You are viewing a plain text version of this content. The canonical link for it is here.
Posted to dev@lucene.apache.org by Andi Vajda <an...@osafoundation.org> on 2004/09/25 21:13:23 UTC
DbDirectory and compound files
The compound file storage implementation that became the default with Lucene
1.4 seems to not work so well with the Berkeley DB-based implementation of
org.apache.lucene.store.Directory I submitted to the sandbox about 9 months
ago. Even though this implementation, org.apache.lucene.store.db.DbDirectory,
and its related classes are still exact as far as the interface defined by
Directory and its related classes are concerned, there seems to be
some apparently random failures that I'm thinking are related to implied flush
semantics.
I haven't looked into this any further yet as I'm wondering what sense using
this compound file storage feature makes when using Berkeley DB storage since,
in a way, Berkeley DB files are compound files themselves.
The obvious workaround is to call IndexWriter.setUseCompoundFiles(False) but
this workaround needs to be documented to be effective.

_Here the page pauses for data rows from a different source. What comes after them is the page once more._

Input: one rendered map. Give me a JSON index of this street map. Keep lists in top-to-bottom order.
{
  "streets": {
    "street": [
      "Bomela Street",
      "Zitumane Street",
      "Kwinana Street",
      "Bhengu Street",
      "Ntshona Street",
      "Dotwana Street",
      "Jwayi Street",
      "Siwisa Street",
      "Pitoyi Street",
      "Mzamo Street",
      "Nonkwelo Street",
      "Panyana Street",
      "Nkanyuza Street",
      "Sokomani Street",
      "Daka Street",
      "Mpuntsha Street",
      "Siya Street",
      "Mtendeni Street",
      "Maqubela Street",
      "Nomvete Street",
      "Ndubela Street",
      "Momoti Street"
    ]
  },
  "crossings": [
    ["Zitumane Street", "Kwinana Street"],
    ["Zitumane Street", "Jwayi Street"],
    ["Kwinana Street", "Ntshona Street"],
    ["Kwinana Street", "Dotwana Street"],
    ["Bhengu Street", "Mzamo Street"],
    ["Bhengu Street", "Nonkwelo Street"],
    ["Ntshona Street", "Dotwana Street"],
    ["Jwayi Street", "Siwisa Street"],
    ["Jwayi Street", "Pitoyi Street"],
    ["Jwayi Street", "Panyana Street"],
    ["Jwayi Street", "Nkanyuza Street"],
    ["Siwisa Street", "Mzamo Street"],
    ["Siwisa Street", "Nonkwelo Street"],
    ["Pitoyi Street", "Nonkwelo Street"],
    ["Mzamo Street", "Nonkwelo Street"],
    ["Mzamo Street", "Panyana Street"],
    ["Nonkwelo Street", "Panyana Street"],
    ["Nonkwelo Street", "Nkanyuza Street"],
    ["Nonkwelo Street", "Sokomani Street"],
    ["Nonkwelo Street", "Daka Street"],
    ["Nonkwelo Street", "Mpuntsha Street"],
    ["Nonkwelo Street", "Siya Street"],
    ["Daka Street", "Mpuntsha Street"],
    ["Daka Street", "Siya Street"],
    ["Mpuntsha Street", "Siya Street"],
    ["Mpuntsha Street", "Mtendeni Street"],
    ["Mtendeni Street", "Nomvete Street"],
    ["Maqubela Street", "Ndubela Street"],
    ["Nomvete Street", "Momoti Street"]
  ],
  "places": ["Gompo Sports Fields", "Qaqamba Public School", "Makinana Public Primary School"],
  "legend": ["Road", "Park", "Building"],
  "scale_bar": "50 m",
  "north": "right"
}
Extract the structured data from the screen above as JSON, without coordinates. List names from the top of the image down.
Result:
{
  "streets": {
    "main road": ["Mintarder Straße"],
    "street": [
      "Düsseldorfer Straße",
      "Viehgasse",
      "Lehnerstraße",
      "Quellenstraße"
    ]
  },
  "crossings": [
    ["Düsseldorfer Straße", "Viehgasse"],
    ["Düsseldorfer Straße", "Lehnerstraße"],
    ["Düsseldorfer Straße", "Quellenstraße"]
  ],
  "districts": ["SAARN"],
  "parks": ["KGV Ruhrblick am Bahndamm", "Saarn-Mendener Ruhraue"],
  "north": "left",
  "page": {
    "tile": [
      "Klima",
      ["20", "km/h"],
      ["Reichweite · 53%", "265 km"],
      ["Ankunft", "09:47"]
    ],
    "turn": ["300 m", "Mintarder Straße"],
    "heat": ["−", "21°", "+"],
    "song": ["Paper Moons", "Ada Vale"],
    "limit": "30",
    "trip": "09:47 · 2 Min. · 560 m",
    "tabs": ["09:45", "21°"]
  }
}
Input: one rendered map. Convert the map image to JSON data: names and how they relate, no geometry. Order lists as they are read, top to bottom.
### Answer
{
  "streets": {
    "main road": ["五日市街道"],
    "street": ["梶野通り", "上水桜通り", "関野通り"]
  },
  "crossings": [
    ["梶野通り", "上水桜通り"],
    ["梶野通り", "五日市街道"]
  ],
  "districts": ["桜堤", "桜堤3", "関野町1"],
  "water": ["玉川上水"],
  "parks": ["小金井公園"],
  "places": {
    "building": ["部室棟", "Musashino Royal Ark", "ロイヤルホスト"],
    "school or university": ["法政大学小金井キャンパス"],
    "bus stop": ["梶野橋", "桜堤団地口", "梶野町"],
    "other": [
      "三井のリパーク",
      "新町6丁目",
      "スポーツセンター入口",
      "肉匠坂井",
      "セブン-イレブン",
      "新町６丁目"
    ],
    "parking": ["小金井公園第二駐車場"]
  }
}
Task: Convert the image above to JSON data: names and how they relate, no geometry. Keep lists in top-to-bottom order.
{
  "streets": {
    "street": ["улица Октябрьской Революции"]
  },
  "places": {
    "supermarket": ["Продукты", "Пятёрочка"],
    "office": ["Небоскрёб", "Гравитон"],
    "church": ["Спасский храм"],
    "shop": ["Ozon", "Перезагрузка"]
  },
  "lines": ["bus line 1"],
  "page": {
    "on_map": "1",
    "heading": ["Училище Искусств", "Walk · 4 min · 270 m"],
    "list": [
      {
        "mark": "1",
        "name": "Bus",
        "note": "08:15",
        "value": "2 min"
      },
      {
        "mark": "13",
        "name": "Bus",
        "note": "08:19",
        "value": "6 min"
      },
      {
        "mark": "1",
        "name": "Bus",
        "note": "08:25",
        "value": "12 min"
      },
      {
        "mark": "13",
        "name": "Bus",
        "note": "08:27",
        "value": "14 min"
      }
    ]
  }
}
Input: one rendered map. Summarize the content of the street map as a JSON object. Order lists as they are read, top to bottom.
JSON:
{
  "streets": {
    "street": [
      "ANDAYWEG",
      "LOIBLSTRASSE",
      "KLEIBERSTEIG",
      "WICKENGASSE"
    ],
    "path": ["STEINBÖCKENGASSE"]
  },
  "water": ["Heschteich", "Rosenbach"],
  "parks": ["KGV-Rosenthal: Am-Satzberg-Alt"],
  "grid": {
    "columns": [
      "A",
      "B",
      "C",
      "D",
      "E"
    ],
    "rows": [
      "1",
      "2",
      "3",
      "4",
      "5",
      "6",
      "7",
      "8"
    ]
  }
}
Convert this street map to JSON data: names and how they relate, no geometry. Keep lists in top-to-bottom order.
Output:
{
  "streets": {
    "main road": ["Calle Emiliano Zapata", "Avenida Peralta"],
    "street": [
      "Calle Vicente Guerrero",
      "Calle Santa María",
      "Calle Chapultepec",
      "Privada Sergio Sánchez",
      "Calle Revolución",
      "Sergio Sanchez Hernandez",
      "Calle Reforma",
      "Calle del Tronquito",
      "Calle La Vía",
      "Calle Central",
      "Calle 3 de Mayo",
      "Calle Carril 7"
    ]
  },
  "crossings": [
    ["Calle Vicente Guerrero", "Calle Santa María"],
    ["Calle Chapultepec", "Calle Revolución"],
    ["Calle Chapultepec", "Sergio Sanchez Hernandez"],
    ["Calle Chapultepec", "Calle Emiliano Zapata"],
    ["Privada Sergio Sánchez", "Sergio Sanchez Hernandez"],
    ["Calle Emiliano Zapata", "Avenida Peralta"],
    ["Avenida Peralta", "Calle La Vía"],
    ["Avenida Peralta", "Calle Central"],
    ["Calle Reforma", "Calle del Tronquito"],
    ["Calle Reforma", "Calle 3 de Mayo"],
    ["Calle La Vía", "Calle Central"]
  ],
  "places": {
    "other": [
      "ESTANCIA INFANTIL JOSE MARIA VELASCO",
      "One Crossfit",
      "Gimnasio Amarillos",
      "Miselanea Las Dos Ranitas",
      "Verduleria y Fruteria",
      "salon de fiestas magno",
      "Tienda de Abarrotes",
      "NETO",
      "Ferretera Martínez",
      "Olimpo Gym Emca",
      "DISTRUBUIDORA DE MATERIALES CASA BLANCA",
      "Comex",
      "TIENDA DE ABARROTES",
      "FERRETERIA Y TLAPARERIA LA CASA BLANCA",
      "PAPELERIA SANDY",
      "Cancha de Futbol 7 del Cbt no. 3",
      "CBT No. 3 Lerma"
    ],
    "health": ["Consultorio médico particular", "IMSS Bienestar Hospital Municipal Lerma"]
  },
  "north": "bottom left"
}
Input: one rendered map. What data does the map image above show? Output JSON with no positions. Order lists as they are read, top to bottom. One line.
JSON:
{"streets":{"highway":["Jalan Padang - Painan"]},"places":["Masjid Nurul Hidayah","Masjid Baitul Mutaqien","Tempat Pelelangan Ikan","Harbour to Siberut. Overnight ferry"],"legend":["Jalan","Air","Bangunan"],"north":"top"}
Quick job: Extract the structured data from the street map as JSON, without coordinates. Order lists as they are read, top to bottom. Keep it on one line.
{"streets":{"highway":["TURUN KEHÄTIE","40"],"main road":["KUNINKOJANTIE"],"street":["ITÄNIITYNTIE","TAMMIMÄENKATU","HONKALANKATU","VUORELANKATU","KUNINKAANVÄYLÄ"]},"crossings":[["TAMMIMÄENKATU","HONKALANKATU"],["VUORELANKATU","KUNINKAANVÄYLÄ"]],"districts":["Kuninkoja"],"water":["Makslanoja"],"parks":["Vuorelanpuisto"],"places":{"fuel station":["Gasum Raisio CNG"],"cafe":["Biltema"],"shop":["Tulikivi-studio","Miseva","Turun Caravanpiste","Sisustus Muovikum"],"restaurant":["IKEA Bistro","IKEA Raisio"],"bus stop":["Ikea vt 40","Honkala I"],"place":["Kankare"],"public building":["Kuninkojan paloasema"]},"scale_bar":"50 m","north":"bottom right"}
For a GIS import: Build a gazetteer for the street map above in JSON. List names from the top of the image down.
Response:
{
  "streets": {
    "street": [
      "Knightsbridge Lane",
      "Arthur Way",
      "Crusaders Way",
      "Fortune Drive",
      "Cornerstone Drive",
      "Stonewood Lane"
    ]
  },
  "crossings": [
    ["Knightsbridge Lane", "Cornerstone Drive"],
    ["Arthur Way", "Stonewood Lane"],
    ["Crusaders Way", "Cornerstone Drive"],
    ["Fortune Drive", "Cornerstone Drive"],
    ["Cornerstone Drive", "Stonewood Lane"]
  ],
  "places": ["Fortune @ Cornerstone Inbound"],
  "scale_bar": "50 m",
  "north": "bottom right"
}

So, my question: why is the compound file storage implemented in such an
orthogonal to Directory way instead of just being another Directory
implementation called FSCompoundFileDirectory ?
Andi..
---------------------------------------------------------------------
To unsubscribe, e-mail: lucene-dev-unsubscribe@jakarta.apache.org
For additional commands, e-mail: lucene-dev-help@jakarta.apache.org
Re: DbDirectory and compound files
Posted by Doug Cutting <cu...@apache.org>.
Andi Vajda wrote:
> This point about buffering brings up another point. Currently, there is
> no public way to tell the open IndexWriter to flush its Directory. This
> makes it difficult to use several transactions during the lifetime of
> the IndexWriter.
The only thing in the Directory API which is required to be atomic and
that's used to implement commit, is renameFile(). This is called when
all IndexOutputs have been closed. Immediately after the rename is
completed is the appropriate place to commit a transaction. Perhaps
this should be more explicit in the API...
Doug
---------------------------------------------------------------------
To unsubscribe, e-mail: lucene-dev-unsubscribe@jakarta.apache.org
For additional commands, e-mail: lucene-dev-help@jakarta.apache.org
Re: DbDirectory and compound files
Posted by Andi Vajda <an...@osafoundation.org>.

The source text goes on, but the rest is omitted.